• Instructions to follow:
Each line below is to be written out once more, precisely as given.

------------

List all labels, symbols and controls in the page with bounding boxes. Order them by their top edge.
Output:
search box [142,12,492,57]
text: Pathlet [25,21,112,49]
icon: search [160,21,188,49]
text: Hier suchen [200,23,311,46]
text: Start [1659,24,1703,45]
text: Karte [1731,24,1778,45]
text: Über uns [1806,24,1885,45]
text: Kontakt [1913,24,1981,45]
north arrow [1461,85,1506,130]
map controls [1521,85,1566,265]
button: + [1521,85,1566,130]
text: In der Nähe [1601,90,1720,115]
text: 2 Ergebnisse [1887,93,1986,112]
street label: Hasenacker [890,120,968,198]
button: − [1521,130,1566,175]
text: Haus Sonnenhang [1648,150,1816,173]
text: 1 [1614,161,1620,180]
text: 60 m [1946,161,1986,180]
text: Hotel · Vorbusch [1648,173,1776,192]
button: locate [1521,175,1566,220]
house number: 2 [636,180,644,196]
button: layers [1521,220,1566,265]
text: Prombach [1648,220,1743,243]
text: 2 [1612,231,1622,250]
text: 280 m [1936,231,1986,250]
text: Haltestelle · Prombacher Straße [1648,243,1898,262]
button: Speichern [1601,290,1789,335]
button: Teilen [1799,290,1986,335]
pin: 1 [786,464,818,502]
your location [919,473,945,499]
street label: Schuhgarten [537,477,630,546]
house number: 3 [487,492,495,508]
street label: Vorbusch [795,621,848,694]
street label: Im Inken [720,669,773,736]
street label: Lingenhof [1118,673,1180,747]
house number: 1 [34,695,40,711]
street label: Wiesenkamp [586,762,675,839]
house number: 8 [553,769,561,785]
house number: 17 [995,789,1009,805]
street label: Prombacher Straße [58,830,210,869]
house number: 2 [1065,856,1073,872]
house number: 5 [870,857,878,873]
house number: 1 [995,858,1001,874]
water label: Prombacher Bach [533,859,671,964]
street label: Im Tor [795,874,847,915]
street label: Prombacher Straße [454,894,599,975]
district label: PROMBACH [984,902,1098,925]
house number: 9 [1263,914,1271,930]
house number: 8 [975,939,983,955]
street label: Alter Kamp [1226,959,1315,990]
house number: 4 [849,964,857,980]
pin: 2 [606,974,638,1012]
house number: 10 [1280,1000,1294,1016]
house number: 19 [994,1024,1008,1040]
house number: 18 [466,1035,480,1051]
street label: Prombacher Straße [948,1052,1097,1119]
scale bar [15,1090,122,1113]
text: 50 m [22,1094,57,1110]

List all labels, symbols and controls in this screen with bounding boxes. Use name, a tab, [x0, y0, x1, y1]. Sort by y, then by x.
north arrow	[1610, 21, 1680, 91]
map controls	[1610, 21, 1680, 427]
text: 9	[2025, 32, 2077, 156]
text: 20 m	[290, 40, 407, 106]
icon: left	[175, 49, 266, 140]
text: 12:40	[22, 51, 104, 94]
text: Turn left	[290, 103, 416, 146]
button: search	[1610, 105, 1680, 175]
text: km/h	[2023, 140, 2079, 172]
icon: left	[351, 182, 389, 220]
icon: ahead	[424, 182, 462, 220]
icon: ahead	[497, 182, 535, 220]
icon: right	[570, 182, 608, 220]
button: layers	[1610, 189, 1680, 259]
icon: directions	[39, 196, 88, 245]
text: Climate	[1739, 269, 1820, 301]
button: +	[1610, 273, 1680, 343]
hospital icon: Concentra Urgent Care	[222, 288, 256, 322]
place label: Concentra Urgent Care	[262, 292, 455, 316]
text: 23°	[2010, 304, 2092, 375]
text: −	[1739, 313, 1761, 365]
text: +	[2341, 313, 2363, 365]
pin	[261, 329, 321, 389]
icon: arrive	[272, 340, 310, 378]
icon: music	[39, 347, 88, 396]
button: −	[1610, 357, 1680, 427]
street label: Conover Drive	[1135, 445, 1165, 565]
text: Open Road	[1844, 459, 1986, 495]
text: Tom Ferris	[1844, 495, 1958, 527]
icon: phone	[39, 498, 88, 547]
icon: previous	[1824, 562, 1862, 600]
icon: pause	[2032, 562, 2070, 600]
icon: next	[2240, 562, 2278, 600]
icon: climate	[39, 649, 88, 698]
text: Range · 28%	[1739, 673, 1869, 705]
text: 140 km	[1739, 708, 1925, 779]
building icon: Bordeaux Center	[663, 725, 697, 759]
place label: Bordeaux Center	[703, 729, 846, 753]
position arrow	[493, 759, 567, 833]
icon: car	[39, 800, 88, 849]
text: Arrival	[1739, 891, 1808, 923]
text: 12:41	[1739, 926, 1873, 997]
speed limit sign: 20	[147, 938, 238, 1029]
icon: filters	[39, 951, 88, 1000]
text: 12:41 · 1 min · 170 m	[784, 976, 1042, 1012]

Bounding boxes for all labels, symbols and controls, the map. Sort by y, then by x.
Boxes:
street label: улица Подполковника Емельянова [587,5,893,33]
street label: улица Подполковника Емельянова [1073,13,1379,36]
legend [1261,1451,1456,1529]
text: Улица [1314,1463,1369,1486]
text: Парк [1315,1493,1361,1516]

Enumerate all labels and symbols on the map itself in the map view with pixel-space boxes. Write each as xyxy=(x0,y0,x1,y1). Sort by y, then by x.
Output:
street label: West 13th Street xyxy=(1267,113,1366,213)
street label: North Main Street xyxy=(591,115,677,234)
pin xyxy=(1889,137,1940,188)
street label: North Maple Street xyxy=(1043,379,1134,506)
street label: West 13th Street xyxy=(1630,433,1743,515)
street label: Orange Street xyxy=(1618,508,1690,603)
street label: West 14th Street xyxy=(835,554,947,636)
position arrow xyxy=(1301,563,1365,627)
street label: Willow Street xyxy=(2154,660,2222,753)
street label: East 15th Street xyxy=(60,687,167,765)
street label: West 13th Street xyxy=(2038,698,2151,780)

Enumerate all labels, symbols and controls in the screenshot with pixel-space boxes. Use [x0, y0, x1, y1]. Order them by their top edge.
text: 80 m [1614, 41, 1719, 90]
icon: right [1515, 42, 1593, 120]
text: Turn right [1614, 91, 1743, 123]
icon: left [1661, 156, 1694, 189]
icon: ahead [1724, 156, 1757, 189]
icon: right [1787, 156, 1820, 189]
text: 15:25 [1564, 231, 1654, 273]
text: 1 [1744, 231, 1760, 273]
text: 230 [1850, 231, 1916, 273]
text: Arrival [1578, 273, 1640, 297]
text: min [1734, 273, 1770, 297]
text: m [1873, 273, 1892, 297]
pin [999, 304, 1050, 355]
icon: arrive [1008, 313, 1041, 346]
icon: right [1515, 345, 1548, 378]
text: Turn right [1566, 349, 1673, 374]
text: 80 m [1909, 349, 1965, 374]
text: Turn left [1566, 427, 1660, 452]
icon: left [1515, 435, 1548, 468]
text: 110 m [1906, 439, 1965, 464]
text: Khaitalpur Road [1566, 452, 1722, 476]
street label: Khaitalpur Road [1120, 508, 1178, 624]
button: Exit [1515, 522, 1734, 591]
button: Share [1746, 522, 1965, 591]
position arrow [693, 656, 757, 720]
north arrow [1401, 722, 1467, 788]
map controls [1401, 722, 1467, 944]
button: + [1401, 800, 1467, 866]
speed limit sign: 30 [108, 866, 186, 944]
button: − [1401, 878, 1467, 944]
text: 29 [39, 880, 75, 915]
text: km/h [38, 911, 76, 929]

------------

• Exercise output:
List all labels, symbols and controls in the page with bounding boxes. Order them by their top edge.
Output:
search box [142,12,492,57]
text: Pathlet [25,21,112,49]
icon: search [160,21,188,49]
text: Hier suchen [200,23,311,46]
text: Start [1659,24,1703,45]
text: Karte [1731,24,1778,45]
text: Über uns [1806,24,1885,45]
text: Kontakt [1913,24,1981,45]
north arrow [1461,85,1506,130]
map controls [1521,85,1566,265]
button: + [1521,85,1566,130]
text: In der Nähe [1601,90,1720,115]
text: 2 Ergebnisse [1887,93,1986,112]
street label: Hasenacker [890,120,968,198]
button: − [1521,130,1566,175]
text: Haus Sonnenhang [1648,150,1816,173]
text: 1 [1614,161,1620,180]
text: 60 m [1946,161,1986,180]
text: Hotel · Vorbusch [1648,173,1776,192]
button: locate [1521,175,1566,220]
house number: 2 [636,180,644,196]
button: layers [1521,220,1566,265]
text: Prombach [1648,220,1743,243]
text: 2 [1612,231,1622,250]
text: 280 m [1936,231,1986,250]
text: Haltestelle · Prombacher Straße [1648,243,1898,262]
button: Speichern [1601,290,1789,335]
button: Teilen [1799,290,1986,335]
pin: 1 [786,464,818,502]
your location [919,473,945,499]
street label: Schuhgarten [537,477,630,546]
house number: 3 [487,492,495,508]
street label: Vorbusch [795,621,848,694]
street label: Im Inken [720,669,773,736]
street label: Lingenhof [1118,673,1180,747]
house number: 1 [34,695,40,711]
street label: Wiesenkamp [586,762,675,839]
house number: 8 [553,769,561,785]
house number: 17 [995,789,1009,805]
street label: Prombacher Straße [58,830,210,869]
house number: 2 [1065,856,1073,872]
house number: 5 [870,857,878,873]
house number: 1 [995,858,1001,874]
water label: Prombacher Bach [533,859,671,964]
street label: Im Tor [795,874,847,915]
street label: Prombacher Straße [454,894,599,975]
district label: PROMBACH [984,902,1098,925]
house number: 9 [1263,914,1271,930]
house number: 8 [975,939,983,955]
street label: Alter Kamp [1226,959,1315,990]
house number: 4 [849,964,857,980]
pin: 2 [606,974,638,1012]
house number: 10 [1280,1000,1294,1016]
house number: 19 [994,1024,1008,1040]
house number: 18 [466,1035,480,1051]
street label: Prombacher Straße [948,1052,1097,1119]
scale bar [15,1090,122,1113]
text: 50 m [22,1094,57,1110]

List all labels, symbols and controls in this screen with bounding boxes. Use name, a tab, [x0, y0, x1, y1]. Sort by y, then by x.
north arrow	[1610, 21, 1680, 91]
map controls	[1610, 21, 1680, 427]
text: 9	[2025, 32, 2077, 156]
text: 20 m	[290, 40, 407, 106]
icon: left	[175, 49, 266, 140]
text: 12:40	[22, 51, 104, 94]
text: Turn left	[290, 103, 416, 146]
button: search	[1610, 105, 1680, 175]
text: km/h	[2023, 140, 2079, 172]
icon: left	[351, 182, 389, 220]
icon: ahead	[424, 182, 462, 220]
icon: ahead	[497, 182, 535, 220]
icon: right	[570, 182, 608, 220]
button: layers	[1610, 189, 1680, 259]
icon: directions	[39, 196, 88, 245]
text: Climate	[1739, 269, 1820, 301]
button: +	[1610, 273, 1680, 343]
hospital icon: Concentra Urgent Care	[222, 288, 256, 322]
place label: Concentra Urgent Care	[262, 292, 455, 316]
text: 23°	[2010, 304, 2092, 375]
text: −	[1739, 313, 1761, 365]
text: +	[2341, 313, 2363, 365]
pin	[261, 329, 321, 389]
icon: arrive	[272, 340, 310, 378]
icon: music	[39, 347, 88, 396]
button: −	[1610, 357, 1680, 427]
street label: Conover Drive	[1135, 445, 1165, 565]
text: Open Road	[1844, 459, 1986, 495]
text: Tom Ferris	[1844, 495, 1958, 527]
icon: phone	[39, 498, 88, 547]
icon: previous	[1824, 562, 1862, 600]
icon: pause	[2032, 562, 2070, 600]
icon: next	[2240, 562, 2278, 600]
icon: climate	[39, 649, 88, 698]
text: Range · 28%	[1739, 673, 1869, 705]
text: 140 km	[1739, 708, 1925, 779]
building icon: Bordeaux Center	[663, 725, 697, 759]
place label: Bordeaux Center	[703, 729, 846, 753]
position arrow	[493, 759, 567, 833]
icon: car	[39, 800, 88, 849]
text: Arrival	[1739, 891, 1808, 923]
text: 12:41	[1739, 926, 1873, 997]
speed limit sign: 20	[147, 938, 238, 1029]
icon: filters	[39, 951, 88, 1000]
text: 12:41 · 1 min · 170 m	[784, 976, 1042, 1012]

Bounding boxes for all labels, symbols and controls, the map. Sort by y, then by x.
Boxes:
street label: улица Подполковника Емельянова [587,5,893,33]
street label: улица Подполковника Емельянова [1073,13,1379,36]
legend [1261,1451,1456,1529]
text: Улица [1314,1463,1369,1486]
text: Парк [1315,1493,1361,1516]

Enumerate all labels and symbols on the map itself in the map view with pixel-space boxes. Write each as xyxy=(x0,y0,x1,y1). Sort by y, then by x.
Output:
street label: West 13th Street xyxy=(1267,113,1366,213)
street label: North Main Street xyxy=(591,115,677,234)
pin xyxy=(1889,137,1940,188)
street label: North Maple Street xyxy=(1043,379,1134,506)
street label: West 13th Street xyxy=(1630,433,1743,515)
street label: Orange Street xyxy=(1618,508,1690,603)
street label: West 14th Street xyxy=(835,554,947,636)
position arrow xyxy=(1301,563,1365,627)
street label: Willow Street xyxy=(2154,660,2222,753)
street label: East 15th Street xyxy=(60,687,167,765)
street label: West 13th Street xyxy=(2038,698,2151,780)

Enumerate all labels, symbols and controls in the screenshot with pixel-space boxes. Use [x0, y0, x1, y1]. Order them by their top edge.
text: 80 m [1614, 41, 1719, 90]
icon: right [1515, 42, 1593, 120]
text: Turn right [1614, 91, 1743, 123]
icon: left [1661, 156, 1694, 189]
icon: ahead [1724, 156, 1757, 189]
icon: right [1787, 156, 1820, 189]
text: 15:25 [1564, 231, 1654, 273]
text: 1 [1744, 231, 1760, 273]
text: 230 [1850, 231, 1916, 273]
text: Arrival [1578, 273, 1640, 297]
text: min [1734, 273, 1770, 297]
text: m [1873, 273, 1892, 297]
pin [999, 304, 1050, 355]
icon: arrive [1008, 313, 1041, 346]
icon: right [1515, 345, 1548, 378]
text: Turn right [1566, 349, 1673, 374]
text: 80 m [1909, 349, 1965, 374]
text: Turn left [1566, 427, 1660, 452]
icon: left [1515, 435, 1548, 468]
text: 110 m [1906, 439, 1965, 464]
text: Khaitalpur Road [1566, 452, 1722, 476]
street label: Khaitalpur Road [1120, 508, 1178, 624]
button: Exit [1515, 522, 1734, 591]
button: Share [1746, 522, 1965, 591]
position arrow [693, 656, 757, 720]
north arrow [1401, 722, 1467, 788]
map controls [1401, 722, 1467, 944]
button: + [1401, 800, 1467, 866]
speed limit sign: 30 [108, 866, 186, 944]
button: − [1401, 878, 1467, 944]
text: 29 [39, 880, 75, 915]
text: km/h [38, 911, 76, 929]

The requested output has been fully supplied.